Biggest Regime Stress Change
As of June 8, 2026 (end-of-day snapshot). Pages update daily after the market close.
Day-over-day delta in regime stress score, catching fresh regime transitions as the market re-prices. Positive deltas signal stress loading (moving toward STRESS/CRISIS); negative deltas signal stress relief. Pairs naturally with model divergence for a complete regime-transition stack.
Top 50 by Δ Stress
The live regime-stress-change leaderboard loads after the page hydrates. Rows are ranked by absolute day-over-day change in regime stress score. Regime universe (~124 symbols spanning single stocks, sector ETFs, and bond ETFs).
Methodology
Computed as today's regime stress score minus the prior session's, sourced from the daily regime detector across all scopes. Ranked by absolute change descending. Requires two consecutive sessions.
Frequently Asked Questions
How quickly do scores change?
Day-over-day changes in regime stress score above 0.3 are meaningful; above 0.8 are unusual and typically correspond to regime-level news events: earnings releases, FOMC meetings, FDA decisions, macro prints, geopolitical surprises. The stress-score change captures the rate at which the seven regime features (vol, tail, term structure, model disagreement, turbulence, surface complexity, skew) are collectively repricing. A name jumping from NORMAL to STRESS in a single session is rare and almost always traces back to a specific catalyst that is identifiable from the news.
Is a negative delta bullish?
Not directly. Stress score decreasing accompanies vol mean-reversion, term structure normalizing, and model disagreement narrowing, which collectively signal a less stressed regime than yesterday. That is not the same as price moving up. Bullish-vs-bearish directional signal comes from elsewhere (trend, GEX flip levels, dealer positioning). A drop in regime stress can happen during a sharp price decline if the vol expansion was already priced and the realized move just brings the regime back toward equilibrium.
Why might a CRISIS symbol show zero delta?
The delta captures incremental change between two consecutive sessions, not absolute level. A persistent CRISIS regime shows zero delta while still being meaningful: the underlying is in a stressed regime, but it has been there long enough that today is no different from yesterday. Use the regime-stress-leaders screener for absolute level (who is currently in CRISIS) and this delta screener for fresh transitions (who is moving INTO or OUT OF CRISIS today). Combining both gives the complete regime picture: state plus motion.
How does this relate to biggest-iv-change?
IV change is a single-feature signal; it captures only one dimension of regime motion. Regime stress change is multi-feature, incorporating term structure, skew, tail dominance, surface complexity, turbulence, and model disagreement alongside IV level. When the two screeners agree (large IV change AND large stress change), the regime shift is unambiguous and broad-based. When they disagree (large IV change but small stress change, or vice versa), a non-IV feature is driving, perhaps skew flattening or term structure repricing without the headline IV moving much. Cross-referencing both surfaces what is actually changing.

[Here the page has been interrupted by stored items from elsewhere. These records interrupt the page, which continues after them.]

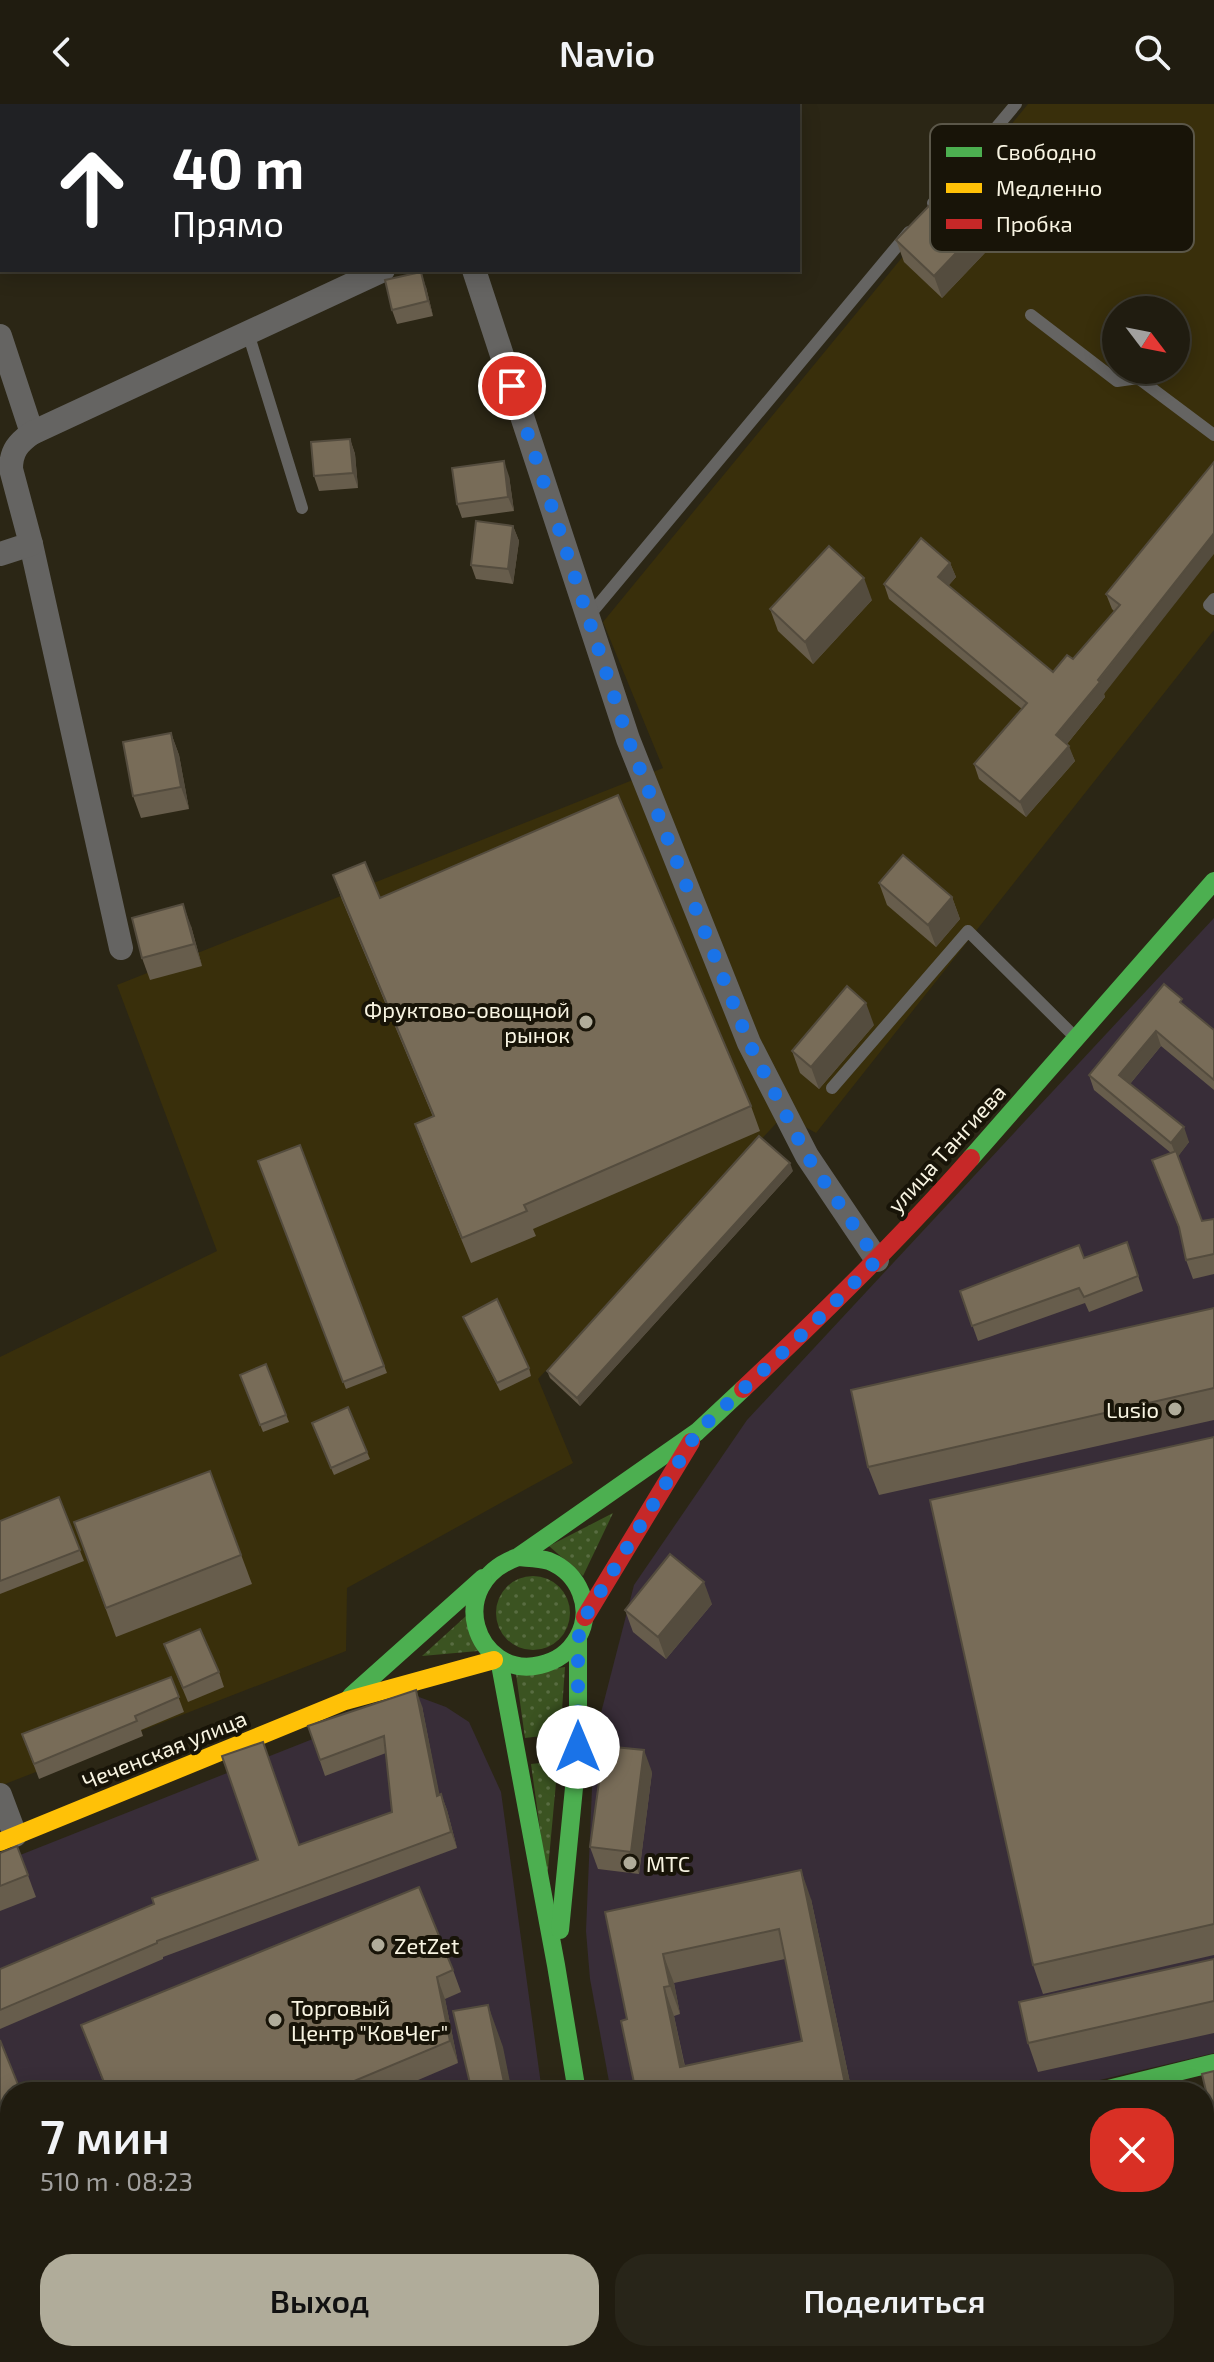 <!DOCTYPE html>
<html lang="ru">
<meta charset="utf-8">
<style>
:root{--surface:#201c10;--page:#282519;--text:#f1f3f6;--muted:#a2a19f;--line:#3d3a30;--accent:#b0ac9a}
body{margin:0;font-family:"Exo 2",sans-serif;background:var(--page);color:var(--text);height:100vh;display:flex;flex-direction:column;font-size:30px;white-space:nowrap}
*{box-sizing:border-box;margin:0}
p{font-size:26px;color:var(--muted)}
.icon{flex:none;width:44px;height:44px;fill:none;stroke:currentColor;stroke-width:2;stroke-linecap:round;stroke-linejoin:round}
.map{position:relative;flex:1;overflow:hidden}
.side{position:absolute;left:0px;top:1978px;width:1214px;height:280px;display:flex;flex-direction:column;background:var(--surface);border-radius:32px 32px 0 0;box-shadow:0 4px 20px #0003,0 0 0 2px var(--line)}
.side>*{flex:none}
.hud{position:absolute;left:0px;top:0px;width:800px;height:168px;box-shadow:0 4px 20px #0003,0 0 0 2px var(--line);background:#202124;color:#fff;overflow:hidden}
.needle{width:52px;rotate:122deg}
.buttons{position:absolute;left:1102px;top:192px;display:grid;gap:16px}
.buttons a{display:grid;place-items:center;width:88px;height:88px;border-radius:50%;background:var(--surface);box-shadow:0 4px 20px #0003,0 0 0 2px var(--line);font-size:40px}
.pin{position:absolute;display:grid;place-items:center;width:68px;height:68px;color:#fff;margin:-34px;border:4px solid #fff;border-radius:50%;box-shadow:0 2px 8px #0007}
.me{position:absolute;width:88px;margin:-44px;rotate:0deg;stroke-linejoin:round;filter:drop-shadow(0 0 6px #0008)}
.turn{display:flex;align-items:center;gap:28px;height:168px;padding:0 40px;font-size:36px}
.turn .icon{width:104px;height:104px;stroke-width:2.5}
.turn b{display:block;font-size:56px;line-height:68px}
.round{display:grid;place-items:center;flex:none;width:84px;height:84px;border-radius:32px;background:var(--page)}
.headline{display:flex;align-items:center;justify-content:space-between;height:136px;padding:0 40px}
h1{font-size:48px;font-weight:600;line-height:60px}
.action{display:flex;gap:16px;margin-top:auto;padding:16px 40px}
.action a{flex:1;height:92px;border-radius:32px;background:var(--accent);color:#111;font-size:32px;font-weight:600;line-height:92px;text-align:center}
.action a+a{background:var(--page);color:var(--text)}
header{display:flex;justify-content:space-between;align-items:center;height:104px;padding:0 40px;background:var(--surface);font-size:36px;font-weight:600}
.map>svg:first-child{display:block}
.commercial{fill:#382d38}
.built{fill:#392f0b;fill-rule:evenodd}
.grass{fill:url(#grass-dots)}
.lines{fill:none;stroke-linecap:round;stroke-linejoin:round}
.lane{stroke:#656462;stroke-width:12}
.street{stroke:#656462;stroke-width:24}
.fast{stroke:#4caf50;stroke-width:18}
.slow{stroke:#ffc107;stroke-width:18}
.jam{stroke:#c62828;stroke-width:18}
.wall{fill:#675d4c;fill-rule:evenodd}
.shaded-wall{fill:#544c3e}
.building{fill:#786c58;stroke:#544c3e;stroke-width:2;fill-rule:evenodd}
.route{stroke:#1a73e8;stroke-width:14;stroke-dasharray:0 25.2}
.poi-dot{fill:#b0ac9a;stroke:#181408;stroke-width:3}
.labels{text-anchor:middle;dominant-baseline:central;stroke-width:8;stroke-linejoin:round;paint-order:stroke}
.poi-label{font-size:22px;fill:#f8f4e2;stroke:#181408;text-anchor:start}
.street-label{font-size:22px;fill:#f8f4e2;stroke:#181408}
.key{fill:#181408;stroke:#5b5749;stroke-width:2}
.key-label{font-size:22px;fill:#f8f4e2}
</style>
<header><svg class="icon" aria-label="back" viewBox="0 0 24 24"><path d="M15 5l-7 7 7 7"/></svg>Navio<svg class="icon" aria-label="search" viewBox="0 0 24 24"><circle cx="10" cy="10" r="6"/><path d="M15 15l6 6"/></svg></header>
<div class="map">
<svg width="1214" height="2258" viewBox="0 0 1214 2258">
<defs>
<pattern id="grass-dots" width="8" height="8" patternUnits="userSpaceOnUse" patternTransform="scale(2)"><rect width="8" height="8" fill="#3b5321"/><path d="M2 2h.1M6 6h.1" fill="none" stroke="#586c41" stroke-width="1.8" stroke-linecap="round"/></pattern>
</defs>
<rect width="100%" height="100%" fill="#2b2615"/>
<!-- commercial -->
<g class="commercial">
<polygon points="1214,814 1214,1949 1049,1988 611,1988 590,1875 586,1827 594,1636 634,1481 747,1316"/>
<polygon points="419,1593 446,1603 469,1618 501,1688 542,1988 10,1988 10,2233 0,2237 0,1759"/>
</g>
<!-- built -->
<path class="built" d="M1028 0H1214V526L816 1029 784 1011 538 1275 573 1359 347 1484 346 1547 0 1682V1253L217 1147 117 881 663 664 603 518ZM1116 206H1176V266H1116Z"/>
<!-- grass -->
<g class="grass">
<polygon points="613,1409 583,1472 549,1442"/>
<circle cx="533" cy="1509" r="37"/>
<polygon points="466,1512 478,1547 422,1552"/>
<polygon points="565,1563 560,1635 542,1632 525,1634 516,1570"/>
<polygon points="558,1657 547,1776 531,1660"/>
</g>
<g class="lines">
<!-- lane -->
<g class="lane">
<polyline points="933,99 1016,0"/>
<polyline points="1031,211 1117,277 1138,274 1214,331"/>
<polyline points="248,229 302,404"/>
<polyline points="1214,495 1209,501 1214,505"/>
<polyline points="588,513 909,128"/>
<polyline points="832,984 968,827 1074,932"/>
</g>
<!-- street -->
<g class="street">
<polyline points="417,0 417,2"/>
<polyline points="589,2 591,0"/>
<polyline points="474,166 628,635 749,939 807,1052 877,1156"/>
<polyline points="0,232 32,329"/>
<polyline points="31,440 121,844"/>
<path d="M0 450 31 440 11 365C11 347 18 339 32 329L383 166"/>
<polyline points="0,1691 15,1731"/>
</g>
<!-- fast -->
<g class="fast">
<polyline points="971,1054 1214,777"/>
<path d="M518 1453C528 1454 540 1454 549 1457 579 1469 594 1504 578 1533 569 1549 557 1557 540 1561 476 1576 442 1480 518 1453L697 1328 743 1285"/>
<polyline points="494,1556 499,1555 556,1861 577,1988"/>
<polyline points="351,1592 483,1474"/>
<polyline points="560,1826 578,1643 578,1535"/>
<polyline points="1096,1988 1214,1959"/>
<polyline points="630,2248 632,2258"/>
</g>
<!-- slow -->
<polyline class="slow" points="0,1738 345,1597 494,1556"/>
<!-- jam -->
<g class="jam">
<path d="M743 1285C822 1211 900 1135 971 1054"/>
<polyline points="585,1513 691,1338"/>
</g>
</g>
<!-- wall -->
<g class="wall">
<polygon points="441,0 515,0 509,2 442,2"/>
<polygon points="999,75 1060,89 1033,118 1004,90"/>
<polygon points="1001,132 942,194 904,158 896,136"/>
<polygon points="426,183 433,212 397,220 392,206"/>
<polygon points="350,335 355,350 358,384 319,387 314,372"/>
<polygon points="1214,358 1104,590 1105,593 1067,640 1075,657 1026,713 979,675 974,660 1022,605 889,495 884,480 950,459 956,473 948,482 1053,568 1073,555 1115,508 1112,505 1106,490"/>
<polygon points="509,372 514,407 462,414 457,400"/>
<polygon points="513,422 519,437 513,480 476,475 471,461"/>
<polygon points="872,496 813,560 778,527 770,505"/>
<polygon points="171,629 179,651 189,705 141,714 133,692"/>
<polygon points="333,771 380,794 751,1002 760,1027 533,1125 536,1132 471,1159 424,1045 415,1020 433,1013 342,796"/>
<polygon points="879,779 952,793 960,815 936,843 887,801"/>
<polygon points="191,822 202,862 150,876 142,854"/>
<polygon points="1185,903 1214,926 1214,986 1161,942 1130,980 1189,1038 1178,1052 1202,1117 1214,1115 1214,1170 1193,1175 1186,1156 1180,1127 1152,1056 1171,1049 1094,986 1089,971"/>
<polygon points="874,921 819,985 800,969 792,947"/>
<polygon points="300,1041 387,1269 346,1285 258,1057"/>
<polygon points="793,1067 580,1302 550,1274 547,1267"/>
<polygon points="1127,1138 1143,1187 1089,1208 1085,1199 978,1237 960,1187 1084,1154"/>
<polygon points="1214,1204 1214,1316 879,1391 868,1363"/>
<polygon points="463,1213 529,1264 531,1272 500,1287"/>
<polygon points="266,1260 289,1318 263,1328 240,1271"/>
<polygon points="315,1327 367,1348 370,1355 334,1371"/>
<polygon points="1214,1333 1214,1851 1043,1890 1033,1861"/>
<polygon points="210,1367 252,1480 116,1533 74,1418"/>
<polygon points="59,1393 84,1457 0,1490 0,1417"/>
<polygon points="712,1500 666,1555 633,1528 625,1506"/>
<polygon points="164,1540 219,1568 224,1583 188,1598"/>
<polygon points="171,1573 184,1608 141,1626 143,1632 39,1675 22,1630"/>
<polygon points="422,1602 439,1691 441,1690 447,1706 457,1744 163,1853 163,1855 0,1925 0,1865 300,1741 392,1708 386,1649 325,1672 308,1622"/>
<polygon points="652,1668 639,1770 598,1765 590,1743"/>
<polygon points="17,1742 36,1793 0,1807 0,1749"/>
<path d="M811 1795 852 1988H636L627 1915 605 1808ZM785 1855 802 1937 685 1962 674 1912 680 1910 674 1879Z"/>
<polygon points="1214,1855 1214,1929 1038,1968 1028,1939"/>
<polygon points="453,1866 461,1888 445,1895 458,1959 390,1988 107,1988 81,1921"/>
<polygon points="0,1936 10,1988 10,2134 0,2122"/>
</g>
<!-- shaded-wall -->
<g class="shaded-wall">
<polygon points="1055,75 1060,89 1033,118 1028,103"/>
<polygon points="993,110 1001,132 942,194 934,172"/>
<polygon points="421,168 426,183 433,212 428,197"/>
<polygon points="350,335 355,350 358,384 353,369"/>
<polygon points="504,357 509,372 514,407 508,393"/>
<polygon points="513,422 519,437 513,480 508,465"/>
<polygon points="1214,429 1214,450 1104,590 1105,593 1062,646 1056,631"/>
<polygon points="950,459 956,473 943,488 938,473"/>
<polygon points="864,474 872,496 813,560 805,538"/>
<polygon points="171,629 179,651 189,705 181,683"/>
<polygon points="1069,642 1075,657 1026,713 1020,698"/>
<polygon points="952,793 960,815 936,843 928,821"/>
<polygon points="183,800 191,822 202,862 194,840"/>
<polygon points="866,899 874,921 819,985 811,963"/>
<polygon points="1156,927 1161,942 1125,986 1119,971"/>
<polygon points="1184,1023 1189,1038 1177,1054 1171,1039"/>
<polygon points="790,1059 793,1067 580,1302 577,1294"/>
<polygon points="704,1478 712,1500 666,1555 658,1533"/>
<polygon points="416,1586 422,1602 443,1708 437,1692"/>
<polygon points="644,1646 652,1668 639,1770 631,1748"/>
<polygon points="441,1690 447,1706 457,1744 451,1728"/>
<polygon points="801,1766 811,1795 852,1988 848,1988 845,1980"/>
<polygon points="663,1850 674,1879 680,1910 670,1882"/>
<polygon points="437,1873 445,1895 458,1959 450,1937"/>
<polygon points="664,1883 674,1912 690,1988 680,1963"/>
<polygon points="488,1901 503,1943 512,1988 506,1988"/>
<polygon points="775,2248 779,2248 781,2258 777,2258"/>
<polygon points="1090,2248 1093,2248 1096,2258 1092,2258"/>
</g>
<!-- building -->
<g class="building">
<polygon points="652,0 712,0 711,2 650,2"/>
<polygon points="956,74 993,110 934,172 896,136"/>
<polygon points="421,168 428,197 392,206 385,176"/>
<polygon points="350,335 353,369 314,372 311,338"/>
<polygon points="504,357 508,393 457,400 452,364"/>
<polygon points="1214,358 1214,429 1098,576 1100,578 1056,631 1069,642 1020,698 974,660 1027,599 884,480 921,434 950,459 938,473 1053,568 1067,551 1073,555 1120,501 1106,490"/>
<polygon points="476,417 513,422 508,465 471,461"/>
<polygon points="829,442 864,474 805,538 770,505"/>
<polygon points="171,629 181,683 133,692 123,638"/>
<polygon points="618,691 751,1002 524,1101 527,1107 462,1134 415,1020 434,1012 333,771 365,758 380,794"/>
<polygon points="903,751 952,793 928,821 879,779"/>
<polygon points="183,800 194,840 142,854 132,814"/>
<polygon points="1164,880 1182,895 1180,898 1214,926 1214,976 1156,927 1119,971 1184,1023 1171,1039 1089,971"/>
<polygon points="847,882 866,899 811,963 792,947"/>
<polygon points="759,1032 790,1059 577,1294 547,1267"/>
<polygon points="300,1041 384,1262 343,1278 258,1057"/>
<polygon points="1176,1047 1202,1117 1214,1115 1214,1150 1186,1156 1179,1123 1152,1056"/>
<polygon points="1127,1138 1138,1172 1084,1193 1079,1184 972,1222 960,1187 1079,1141 1084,1154"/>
<polygon points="497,1195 529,1264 497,1279 463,1213"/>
<polygon points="1214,1204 1214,1284 868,1363 851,1286"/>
<polygon points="266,1260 286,1311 260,1321 240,1271"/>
<polygon points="348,1303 367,1348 331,1364 312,1319"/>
<polygon points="1214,1333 1214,1820 1033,1861 930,1396"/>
<polygon points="210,1367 241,1451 106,1504 74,1418"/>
<polygon points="59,1393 80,1446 0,1477 0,1417"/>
<polygon points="670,1450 704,1478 658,1533 625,1506"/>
<polygon points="200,1525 219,1568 183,1584 164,1540"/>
<polygon points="171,1573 179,1593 135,1612 137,1617 34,1660 22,1630"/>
<polygon points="416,1586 437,1692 441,1690 451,1728 157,1837 157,1839 0,1906 0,1865 154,1800 152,1794 258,1756 222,1652 263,1638 299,1741 392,1708 384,1632 320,1656 308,1622"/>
<polygon points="604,1642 644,1646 631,1748 590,1743"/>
<polygon points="17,1742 28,1771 0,1782 0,1749"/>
<path d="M801 1766 845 1980 808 1988H636L621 1917 627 1915 605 1808ZM779 1825 802 1937 680 1963 664 1883 670 1882 663 1850Z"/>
<polygon points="419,1783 453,1866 437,1873 450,1937 328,1988 108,1988 81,1921"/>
<polygon points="1214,1855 1214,1897 1028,1939 1019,1898"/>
<polygon points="488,1901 506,1988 472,1988 453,1907"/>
<polygon points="0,1936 21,1988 10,1988 10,2121 2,2117 0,2114"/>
<polygon points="1214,1967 1214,2021 1202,1970"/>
<polygon points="1172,1981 1174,1988 1146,1988"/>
<polygon points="699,2248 775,2248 777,2258 701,2258"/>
<polygon points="971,2248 1090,2248 1092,2258 973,2258"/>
<polygon points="577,2254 578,2258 559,2258"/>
</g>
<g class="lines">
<!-- route -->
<polyline class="route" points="512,282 628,635 749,939 807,1052 877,1156 811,1222 697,1328 585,1513 578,1535 578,1643"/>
</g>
<!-- markers -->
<g class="poi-dot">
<circle cx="586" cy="918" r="8"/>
<circle cx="1175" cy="1305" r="8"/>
<circle cx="630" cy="1759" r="8"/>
<circle cx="378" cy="1841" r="8"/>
<circle cx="275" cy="1916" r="8"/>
</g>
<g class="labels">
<!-- poi labels -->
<g class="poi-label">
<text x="570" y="905" text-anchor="end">Фруктово-овощной<tspan x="570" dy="25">рынок</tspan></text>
<text x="1159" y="1305" text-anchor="end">Lusio</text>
<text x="646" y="1759">МТС</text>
<text x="394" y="1841">ZetZet</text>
<text x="291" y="1903">Торговый<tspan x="291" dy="25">Центр "КовЧег"</tspan></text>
</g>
<!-- street labels -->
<g class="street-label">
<text transform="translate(946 1044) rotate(-48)">улица Тангиева</text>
<text transform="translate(164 1645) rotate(-22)">Чеченская улица</text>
</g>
</g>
<!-- legend -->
<rect x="930" y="20" width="264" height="128" rx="12" class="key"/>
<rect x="946" y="43" width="36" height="10" fill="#4caf50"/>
<rect x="946" y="79" width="36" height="10" fill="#ffc107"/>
<rect x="946" y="115" width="36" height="10" fill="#c62828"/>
<g class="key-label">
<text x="996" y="56">Свободно</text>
<text x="996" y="92">Медленно</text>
<text x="996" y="128">Пробка</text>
</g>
</svg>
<div class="buttons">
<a><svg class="needle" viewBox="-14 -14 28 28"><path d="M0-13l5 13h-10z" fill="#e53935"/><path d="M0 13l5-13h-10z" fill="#a2a19f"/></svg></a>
</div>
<div class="pin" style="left:512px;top:282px;background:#d93025"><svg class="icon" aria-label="arrive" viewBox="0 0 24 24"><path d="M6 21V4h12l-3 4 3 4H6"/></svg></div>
<svg class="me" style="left:578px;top:1643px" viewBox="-20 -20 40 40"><circle r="19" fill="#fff"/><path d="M0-13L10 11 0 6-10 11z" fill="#1a73e8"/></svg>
<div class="hud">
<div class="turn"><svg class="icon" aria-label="ahead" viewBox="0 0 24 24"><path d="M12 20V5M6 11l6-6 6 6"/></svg><div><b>40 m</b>Прямо</div></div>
</div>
<section class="side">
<div class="headline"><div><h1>7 мин</h1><p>510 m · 08:23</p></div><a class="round" style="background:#d93025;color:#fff"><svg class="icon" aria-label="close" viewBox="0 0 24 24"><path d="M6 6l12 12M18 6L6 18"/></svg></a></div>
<div class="action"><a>Выход</a><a>Поделиться</a></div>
</section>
</div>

How fresh is the data on this screener?
All public screener data refreshes once per trading day after the 4:00 PM ET market close, typically available by 5:30 PM ET. The platform uses end-of-day OPRA aggregates which are licensed for free public display. Authenticated API-tier users with their own Tradier or tastytrade BYOK credentials can pull intraday data through the streaming endpoints.
Where does the underlying data come from?
End-of-day OPRA aggregates for the options data, exchange-published stock prices for the spot reference, and a calibrated implied-volatility surface computed from the listed chain. Ranking metrics like IV rank, GEX, and unusual-activity counts are computed nightly from these primary inputs. Methodology details are in each screener's "How it's computed" section above.
Are these stocks recommended trades?
No. The screener is a ranked list of names that meet a quantitative filter at the close of the prior trading session, a research starting point, not a buy or sell signal. Whether any name on the list represents a tradeable opportunity depends on the underlying catalyst, your strategy, current market context, and risk tolerance. The platform does not give trade advice; the lists are descriptive, not prescriptive.
How often does the ranking change?
The ranking refreshes every trading day after the close. Names move on and off the list as their underlying metric (IV rank, gamma exposure, volume, etc.) crosses thresholds. Most screeners show meaningful day-over-day churn at the top of the list during active markets and lower turnover during low-volatility regimes. The "biggest change" screeners specifically target fast-moving names.
Is the screener tradeable in real-time during market hours?
The screener itself ranks on end-of-day data. To trade names on the list during market hours, use your own broker's real-time chain data; the platform's per-ticker pages link directly to real-time chains for authenticated users. The screener's job is to surface the universe of candidates that met yesterday's filter; the trade decision uses live data.
Can I export the ranked list?
Pro and API tier users can export rankings via the API (REST endpoint per screener slug returns a JSON list with all metric columns) or pull them programmatically through the Python SDK. Free users have the full ranking visible on the page; programmatic access requires authentication. Daily snapshots are also available for backtesting research through the API tier.